Top of DATA FOR REVIEW

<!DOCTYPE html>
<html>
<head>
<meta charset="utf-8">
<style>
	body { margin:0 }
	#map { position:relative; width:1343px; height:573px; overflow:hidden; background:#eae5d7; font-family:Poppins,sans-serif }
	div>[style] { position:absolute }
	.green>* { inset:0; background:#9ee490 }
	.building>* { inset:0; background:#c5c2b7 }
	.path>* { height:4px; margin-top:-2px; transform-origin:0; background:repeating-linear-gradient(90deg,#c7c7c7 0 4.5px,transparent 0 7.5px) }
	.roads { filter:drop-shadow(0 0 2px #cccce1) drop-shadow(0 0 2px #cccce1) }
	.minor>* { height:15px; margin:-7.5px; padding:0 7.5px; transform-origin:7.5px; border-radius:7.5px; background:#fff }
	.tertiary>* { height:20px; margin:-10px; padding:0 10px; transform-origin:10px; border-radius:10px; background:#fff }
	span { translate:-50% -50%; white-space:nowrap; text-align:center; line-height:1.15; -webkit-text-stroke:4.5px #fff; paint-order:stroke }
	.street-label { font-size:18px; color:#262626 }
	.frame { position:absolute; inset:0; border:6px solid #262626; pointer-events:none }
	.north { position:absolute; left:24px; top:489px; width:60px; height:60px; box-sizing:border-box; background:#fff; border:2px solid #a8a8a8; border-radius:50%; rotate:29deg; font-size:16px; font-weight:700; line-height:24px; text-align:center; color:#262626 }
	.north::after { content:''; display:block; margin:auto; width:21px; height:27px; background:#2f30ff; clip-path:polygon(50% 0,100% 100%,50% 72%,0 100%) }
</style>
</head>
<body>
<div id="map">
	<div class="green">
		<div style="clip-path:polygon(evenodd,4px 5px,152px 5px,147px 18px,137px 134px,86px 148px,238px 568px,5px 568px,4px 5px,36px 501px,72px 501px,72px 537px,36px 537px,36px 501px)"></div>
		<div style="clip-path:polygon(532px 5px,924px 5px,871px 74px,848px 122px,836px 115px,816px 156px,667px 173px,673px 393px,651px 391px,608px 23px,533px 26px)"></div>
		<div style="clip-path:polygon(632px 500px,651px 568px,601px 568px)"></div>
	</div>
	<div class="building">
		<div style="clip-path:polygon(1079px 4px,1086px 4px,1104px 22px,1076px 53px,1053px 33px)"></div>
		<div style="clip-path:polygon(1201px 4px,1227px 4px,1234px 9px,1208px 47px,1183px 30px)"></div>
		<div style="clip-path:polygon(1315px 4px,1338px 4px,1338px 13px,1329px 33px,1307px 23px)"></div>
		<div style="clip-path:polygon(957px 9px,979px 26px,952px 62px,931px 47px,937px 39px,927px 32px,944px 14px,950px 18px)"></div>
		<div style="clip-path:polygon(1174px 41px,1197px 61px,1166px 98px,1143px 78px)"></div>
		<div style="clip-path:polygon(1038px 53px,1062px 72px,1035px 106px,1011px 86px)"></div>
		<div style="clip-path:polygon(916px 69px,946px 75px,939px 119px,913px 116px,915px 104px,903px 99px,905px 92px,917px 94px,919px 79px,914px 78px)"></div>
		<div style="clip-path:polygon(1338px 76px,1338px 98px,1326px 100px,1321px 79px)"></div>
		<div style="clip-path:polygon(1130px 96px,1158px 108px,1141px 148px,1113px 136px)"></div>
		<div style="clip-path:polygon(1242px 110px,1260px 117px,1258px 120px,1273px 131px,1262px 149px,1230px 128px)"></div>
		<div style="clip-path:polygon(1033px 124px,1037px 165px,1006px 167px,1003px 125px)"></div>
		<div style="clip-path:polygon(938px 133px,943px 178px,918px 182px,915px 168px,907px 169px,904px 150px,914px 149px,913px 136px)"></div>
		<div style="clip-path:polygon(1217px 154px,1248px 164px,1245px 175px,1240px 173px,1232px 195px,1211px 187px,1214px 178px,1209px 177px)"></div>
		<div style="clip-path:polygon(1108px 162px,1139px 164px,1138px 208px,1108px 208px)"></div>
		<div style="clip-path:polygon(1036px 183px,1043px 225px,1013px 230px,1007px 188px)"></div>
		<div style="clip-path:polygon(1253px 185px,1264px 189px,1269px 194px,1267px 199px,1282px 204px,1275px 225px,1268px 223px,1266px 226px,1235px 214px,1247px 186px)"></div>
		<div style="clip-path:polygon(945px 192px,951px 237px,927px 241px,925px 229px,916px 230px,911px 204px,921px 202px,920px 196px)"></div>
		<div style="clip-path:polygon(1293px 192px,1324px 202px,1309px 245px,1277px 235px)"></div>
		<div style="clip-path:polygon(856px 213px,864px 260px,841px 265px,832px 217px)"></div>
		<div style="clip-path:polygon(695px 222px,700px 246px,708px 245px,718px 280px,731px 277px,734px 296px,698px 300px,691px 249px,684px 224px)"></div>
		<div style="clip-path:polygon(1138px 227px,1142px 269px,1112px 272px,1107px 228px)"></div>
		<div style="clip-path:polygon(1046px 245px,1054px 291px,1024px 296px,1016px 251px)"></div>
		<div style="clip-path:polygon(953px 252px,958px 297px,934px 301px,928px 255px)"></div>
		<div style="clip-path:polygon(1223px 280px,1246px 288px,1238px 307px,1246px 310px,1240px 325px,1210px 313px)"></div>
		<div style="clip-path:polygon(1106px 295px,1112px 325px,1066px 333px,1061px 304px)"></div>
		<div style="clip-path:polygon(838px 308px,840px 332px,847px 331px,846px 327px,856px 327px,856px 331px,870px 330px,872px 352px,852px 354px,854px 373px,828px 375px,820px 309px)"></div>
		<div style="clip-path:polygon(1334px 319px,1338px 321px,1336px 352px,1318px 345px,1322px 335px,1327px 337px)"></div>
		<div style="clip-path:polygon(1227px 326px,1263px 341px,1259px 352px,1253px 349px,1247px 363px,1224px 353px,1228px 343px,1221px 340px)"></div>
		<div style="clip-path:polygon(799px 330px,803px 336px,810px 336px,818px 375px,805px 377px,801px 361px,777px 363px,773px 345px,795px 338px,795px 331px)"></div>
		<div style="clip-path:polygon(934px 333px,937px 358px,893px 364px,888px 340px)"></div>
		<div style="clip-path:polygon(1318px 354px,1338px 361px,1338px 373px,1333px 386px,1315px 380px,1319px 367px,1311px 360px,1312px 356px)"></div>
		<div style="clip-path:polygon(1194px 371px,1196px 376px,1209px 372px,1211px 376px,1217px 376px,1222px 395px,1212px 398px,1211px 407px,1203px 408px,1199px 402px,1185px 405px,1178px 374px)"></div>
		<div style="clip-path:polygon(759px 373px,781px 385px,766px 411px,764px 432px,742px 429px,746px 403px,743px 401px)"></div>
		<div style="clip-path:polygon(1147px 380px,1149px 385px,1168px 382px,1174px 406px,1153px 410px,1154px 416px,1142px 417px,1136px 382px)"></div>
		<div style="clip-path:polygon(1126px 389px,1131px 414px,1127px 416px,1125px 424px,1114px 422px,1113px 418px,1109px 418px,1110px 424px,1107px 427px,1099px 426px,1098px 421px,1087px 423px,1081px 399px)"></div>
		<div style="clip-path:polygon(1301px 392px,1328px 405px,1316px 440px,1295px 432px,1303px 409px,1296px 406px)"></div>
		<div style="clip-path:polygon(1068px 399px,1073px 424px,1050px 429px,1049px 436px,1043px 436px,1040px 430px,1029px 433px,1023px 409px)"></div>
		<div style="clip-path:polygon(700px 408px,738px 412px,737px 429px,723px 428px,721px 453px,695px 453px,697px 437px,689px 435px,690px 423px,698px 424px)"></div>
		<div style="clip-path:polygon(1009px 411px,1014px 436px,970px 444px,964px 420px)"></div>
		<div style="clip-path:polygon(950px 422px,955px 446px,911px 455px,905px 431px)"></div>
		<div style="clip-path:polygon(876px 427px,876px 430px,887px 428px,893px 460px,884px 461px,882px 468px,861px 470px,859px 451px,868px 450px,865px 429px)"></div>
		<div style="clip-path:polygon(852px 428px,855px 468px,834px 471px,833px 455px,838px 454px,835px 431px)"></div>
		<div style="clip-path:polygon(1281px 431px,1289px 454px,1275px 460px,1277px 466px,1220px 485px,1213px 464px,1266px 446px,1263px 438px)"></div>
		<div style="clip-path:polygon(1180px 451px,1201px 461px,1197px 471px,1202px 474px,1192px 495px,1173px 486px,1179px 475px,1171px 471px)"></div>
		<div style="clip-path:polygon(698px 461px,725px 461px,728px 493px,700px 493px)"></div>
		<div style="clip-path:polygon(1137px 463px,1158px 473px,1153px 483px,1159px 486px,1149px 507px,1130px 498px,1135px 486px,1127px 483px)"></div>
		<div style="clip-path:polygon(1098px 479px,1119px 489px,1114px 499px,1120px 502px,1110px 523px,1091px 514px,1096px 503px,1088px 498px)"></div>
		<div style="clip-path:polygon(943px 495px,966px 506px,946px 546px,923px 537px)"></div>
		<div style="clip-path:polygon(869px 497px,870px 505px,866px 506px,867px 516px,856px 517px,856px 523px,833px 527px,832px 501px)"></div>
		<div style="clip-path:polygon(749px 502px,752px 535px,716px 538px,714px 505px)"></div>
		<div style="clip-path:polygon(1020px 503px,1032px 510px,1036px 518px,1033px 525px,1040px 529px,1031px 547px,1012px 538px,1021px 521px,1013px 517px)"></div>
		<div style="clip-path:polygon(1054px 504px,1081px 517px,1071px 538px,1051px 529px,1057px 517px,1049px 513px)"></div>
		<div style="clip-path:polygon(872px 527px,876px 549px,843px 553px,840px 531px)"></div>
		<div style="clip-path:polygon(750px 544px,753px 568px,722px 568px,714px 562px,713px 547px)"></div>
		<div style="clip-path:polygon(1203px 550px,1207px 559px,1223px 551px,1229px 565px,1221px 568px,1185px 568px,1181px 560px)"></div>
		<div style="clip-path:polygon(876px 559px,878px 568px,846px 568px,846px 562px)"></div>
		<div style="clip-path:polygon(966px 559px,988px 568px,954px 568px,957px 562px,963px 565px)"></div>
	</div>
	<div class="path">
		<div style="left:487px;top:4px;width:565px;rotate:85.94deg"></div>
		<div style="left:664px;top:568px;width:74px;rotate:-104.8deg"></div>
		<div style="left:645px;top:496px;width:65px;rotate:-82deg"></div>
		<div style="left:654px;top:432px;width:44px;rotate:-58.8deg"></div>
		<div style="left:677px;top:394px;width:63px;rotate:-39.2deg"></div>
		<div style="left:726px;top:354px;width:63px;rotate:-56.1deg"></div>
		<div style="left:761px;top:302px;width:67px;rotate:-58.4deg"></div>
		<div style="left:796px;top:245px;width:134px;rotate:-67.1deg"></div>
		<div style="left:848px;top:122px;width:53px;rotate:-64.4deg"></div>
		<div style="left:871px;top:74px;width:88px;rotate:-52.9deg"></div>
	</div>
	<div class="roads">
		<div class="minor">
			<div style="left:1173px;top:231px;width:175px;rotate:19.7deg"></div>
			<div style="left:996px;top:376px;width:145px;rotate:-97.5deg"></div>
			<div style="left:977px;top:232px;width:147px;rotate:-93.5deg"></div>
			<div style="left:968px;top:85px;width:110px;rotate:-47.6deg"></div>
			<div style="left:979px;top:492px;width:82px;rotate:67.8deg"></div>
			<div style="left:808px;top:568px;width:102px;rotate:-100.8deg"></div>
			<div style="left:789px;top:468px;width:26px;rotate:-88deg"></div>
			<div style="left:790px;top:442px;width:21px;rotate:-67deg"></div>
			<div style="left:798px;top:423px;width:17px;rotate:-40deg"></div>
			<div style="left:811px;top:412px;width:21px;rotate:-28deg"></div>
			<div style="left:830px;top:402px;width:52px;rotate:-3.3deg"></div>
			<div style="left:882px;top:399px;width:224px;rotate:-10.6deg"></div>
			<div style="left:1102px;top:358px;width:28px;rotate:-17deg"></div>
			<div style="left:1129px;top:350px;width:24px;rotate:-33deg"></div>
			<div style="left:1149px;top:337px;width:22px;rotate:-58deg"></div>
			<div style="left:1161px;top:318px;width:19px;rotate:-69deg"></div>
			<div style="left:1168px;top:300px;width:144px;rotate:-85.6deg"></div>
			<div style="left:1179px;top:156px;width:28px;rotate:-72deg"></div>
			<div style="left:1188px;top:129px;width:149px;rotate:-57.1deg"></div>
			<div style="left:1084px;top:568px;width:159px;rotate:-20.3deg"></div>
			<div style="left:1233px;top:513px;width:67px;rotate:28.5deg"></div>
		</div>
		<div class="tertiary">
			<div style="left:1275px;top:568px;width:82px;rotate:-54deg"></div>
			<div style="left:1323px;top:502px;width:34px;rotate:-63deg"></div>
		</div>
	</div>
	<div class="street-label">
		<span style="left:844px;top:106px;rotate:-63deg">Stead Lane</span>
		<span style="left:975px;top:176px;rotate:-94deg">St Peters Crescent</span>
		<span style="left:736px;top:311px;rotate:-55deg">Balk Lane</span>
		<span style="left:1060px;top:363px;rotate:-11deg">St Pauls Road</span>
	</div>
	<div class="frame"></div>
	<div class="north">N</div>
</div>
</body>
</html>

Bottom of DATA FOR REVIEW

■ **TASK ITEM**
Only one stretch of the records above is wanted: the lines between the one holding "position:relative; width:1343px; height:573px;" and the one holding "position:absolute; left:24px; top:489px;", inclusive, reproduced exactly.

■ **WRITTEN ANSWER**
	#map { position:relative; width:1343px; height:573px; overflow:hidden; background:#eae5d7; font-family:Poppins,sans-serif }
	div>[style] { position:absolute }
	.green>* { inset:0; background:#9ee490 }
	.building>* { inset:0; background:#c5c2b7 }
	.path>* { height:4px; margin-top:-2px; transform-origin:0; background:repeating-linear-gradient(90deg,#c7c7c7 0 4.5px,transparent 0 7.5px) }
	.roads { filter:drop-shadow(0 0 2px #cccce1) drop-shadow(0 0 2px #cccce1) }
	.minor>* { height:15px; margin:-7.5px; padding:0 7.5px; transform-origin:7.5px; border-radius:7.5px; background:#fff }
	.tertiary>* { height:20px; margin:-10px; padding:0 10px; transform-origin:10px; border-radius:10px; background:#fff }
	span { translate:-50% -50%; white-space:nowrap; text-align:center; line-height:1.15; -webkit-text-stroke:4.5px #fff; paint-order:stroke }
	.street-label { font-size:18px; color:#262626 }
	.frame { position:absolute; inset:0; border:6px solid #262626; pointer-events:none }
	.north { position:absolute; left:24px; top:489px; width:60px; height:60px; box-sizing:border-box; background:#fff; border:2px solid #a8a8a8; border-radius:50%; rotate:29deg; font-size:16px; font-weight:700; line-height:24px; text-align:center; color:#262626 }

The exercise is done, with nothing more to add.